1. Introduction to PolyORB

1.1. Introduction to distributed systems

A distributed system architecture comprises a network of computers and the software components that execute on those computers. Such architectures are commonly used to improve the performance, reliability, and reusability of complex applications. Typically, there is no shared address space available to remotely-located components (that is to say, components running on different nodes of the network), and therefore these components must communicate using some form of message-passing.

1.1.1. Using OS Network Services

There are several programming techniques for developing distributed applications. These applications have traditionally been developed using network programming interfaces such as sockets. Programmers have to perform explicit calls to operating system services, a task that can be tedious and error-prone. This includes initializing socket connections and determining peer location, marshalling and unmarshalling data structures, sending and receiving messages, debugging and testing several programs at the same time, and porting the application to several platforms to uncover subtle differences between various network interfaces.

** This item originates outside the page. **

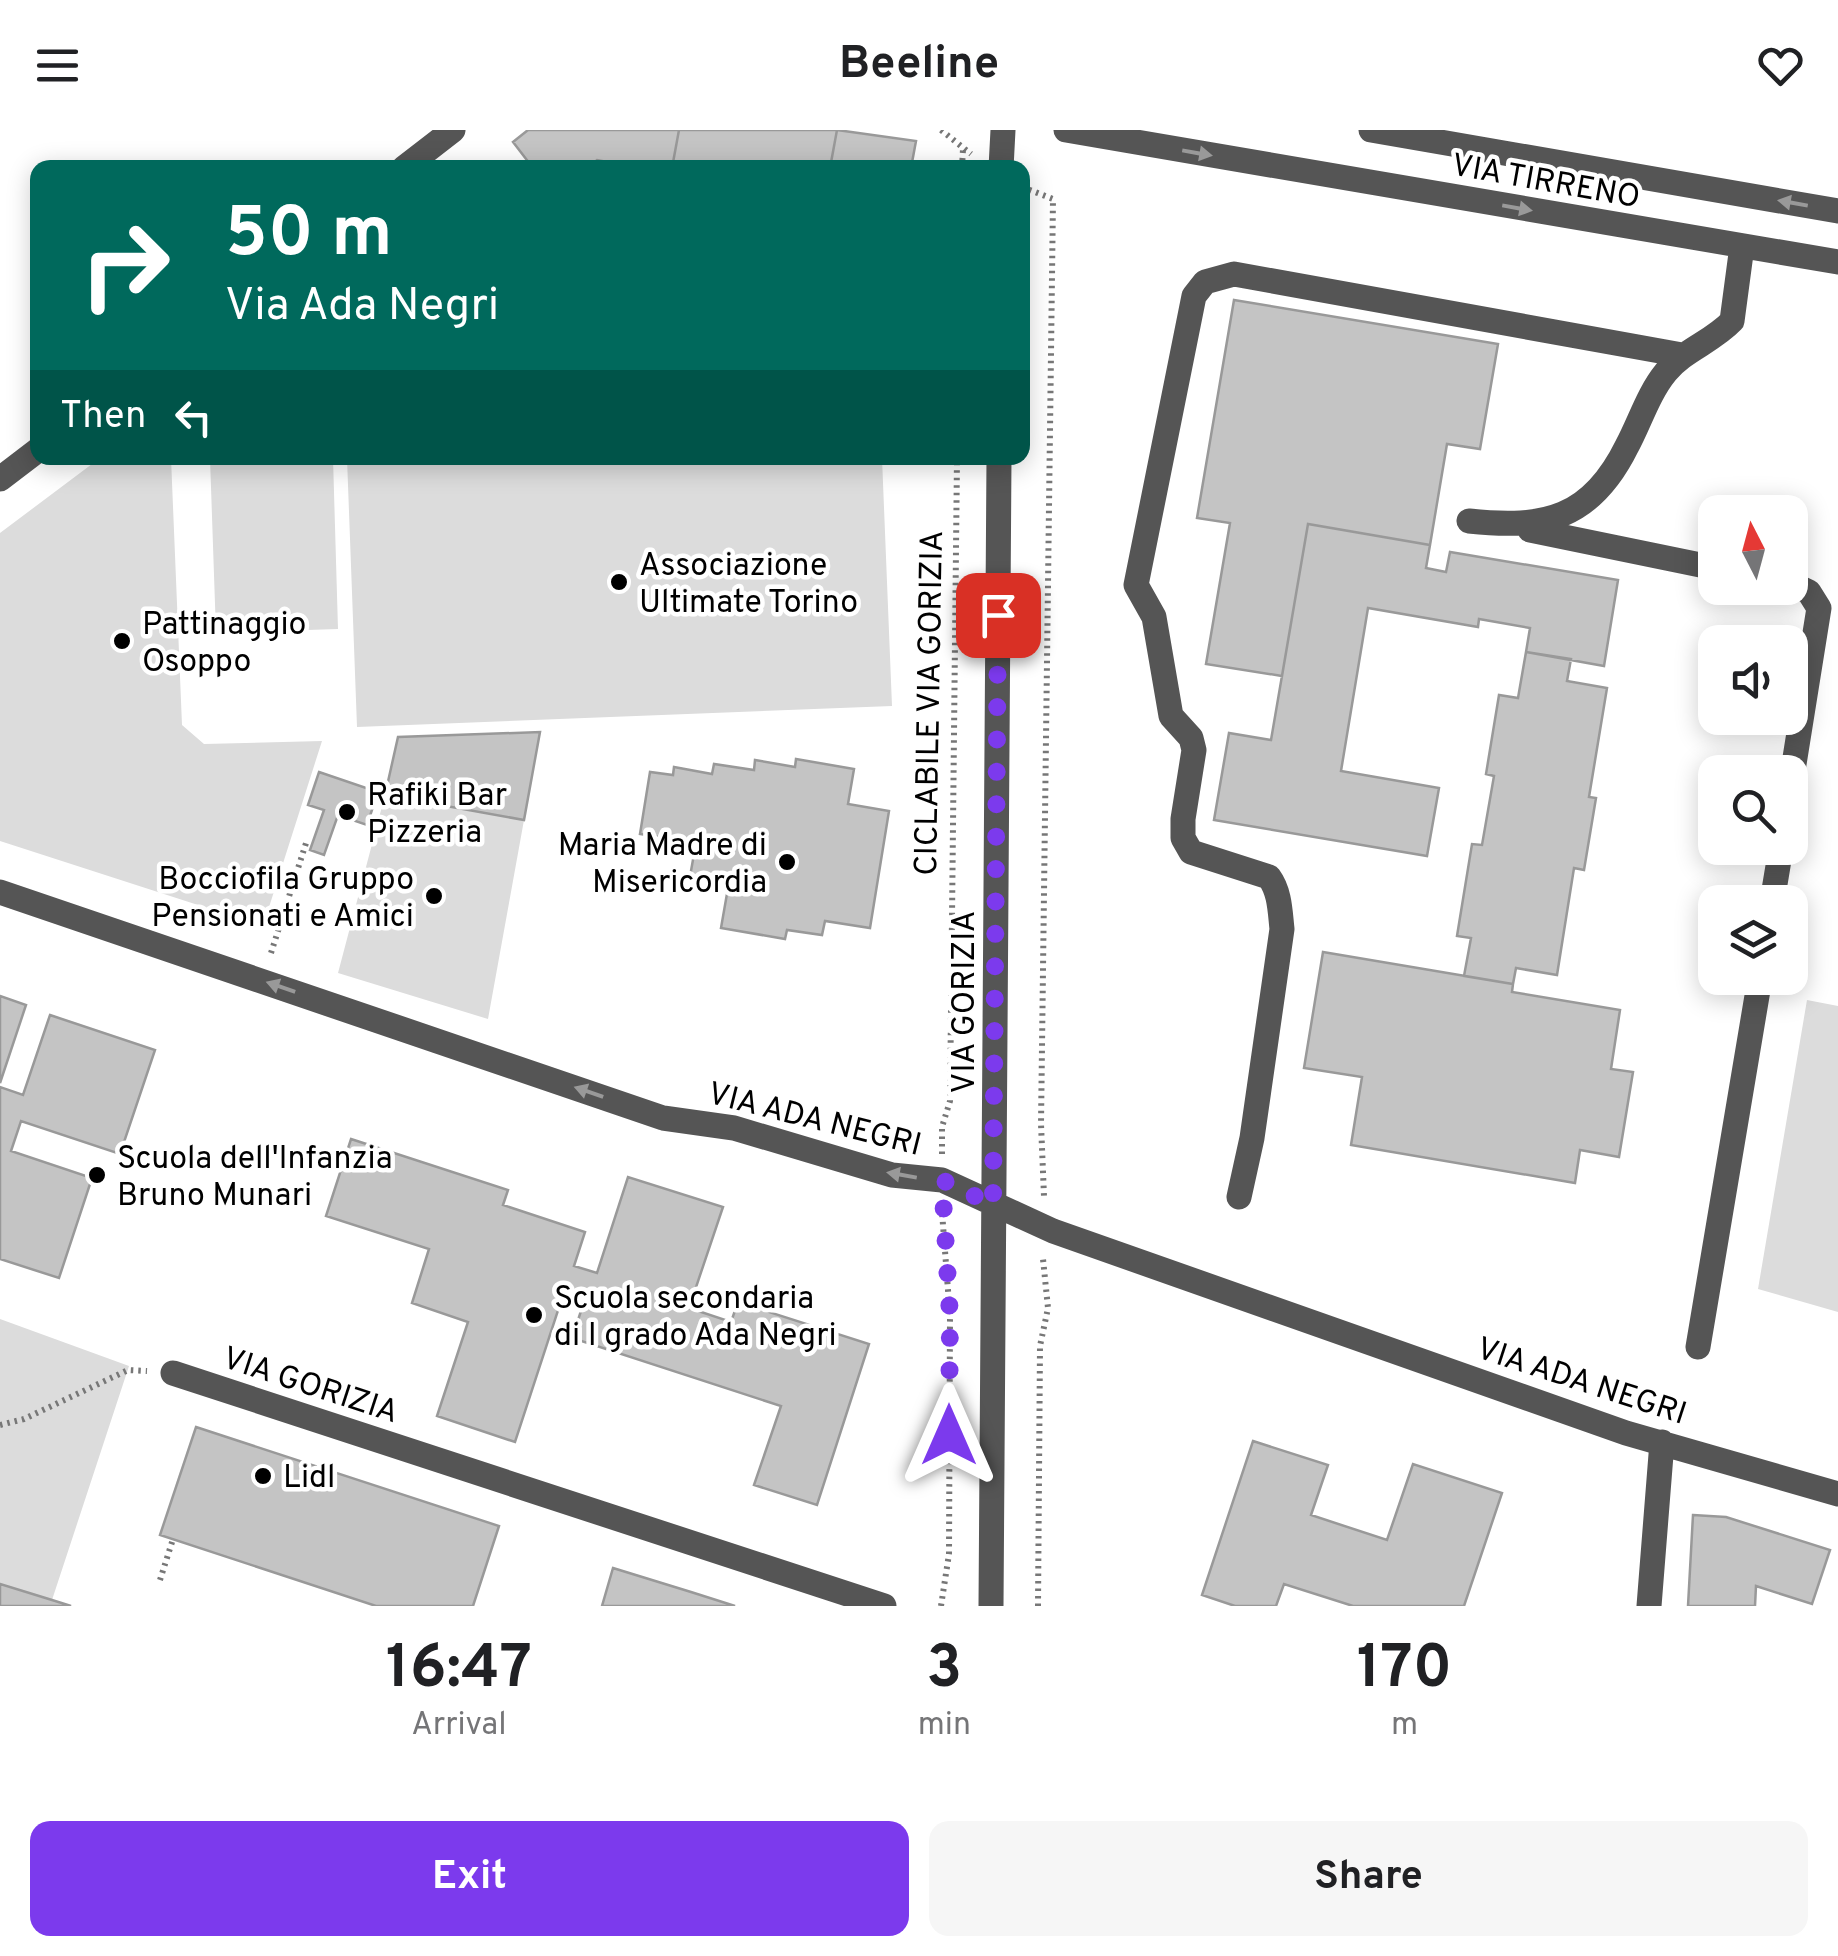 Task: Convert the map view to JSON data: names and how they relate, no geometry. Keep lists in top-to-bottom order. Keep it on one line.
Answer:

Of course, this communication code can be encapsulated in wrappers to reduce its complexity, but it is clear that most of it can be automatically generated. Message passing diverts developer’s attention from the application domain. The query and reply scenario is a classical scheme in distributed applications; using message passing for such a scheme can be compared to only using the ‘goto’ mechanism in a non-distributed application. This is considered unacceptable methodology in modern software engineering. A cleaner and more structured approach consists in using subprograms.

In some respects, network programming can be compared to parallel programming. The user can decide to split his code into several pieces and to multiplex the execution of threads himself, using a table-driven model. The scheduling code ends up embedded in the user code. This solution is error-prone and fragile in regard to any future modification. Relying on an implementation of threads such as provided in a POSIX operating environment is a better solution. Relying on language primitives that support concurrency, such as Ada tasks, is best, as the underlying parallelism support is thus entirely abstracted.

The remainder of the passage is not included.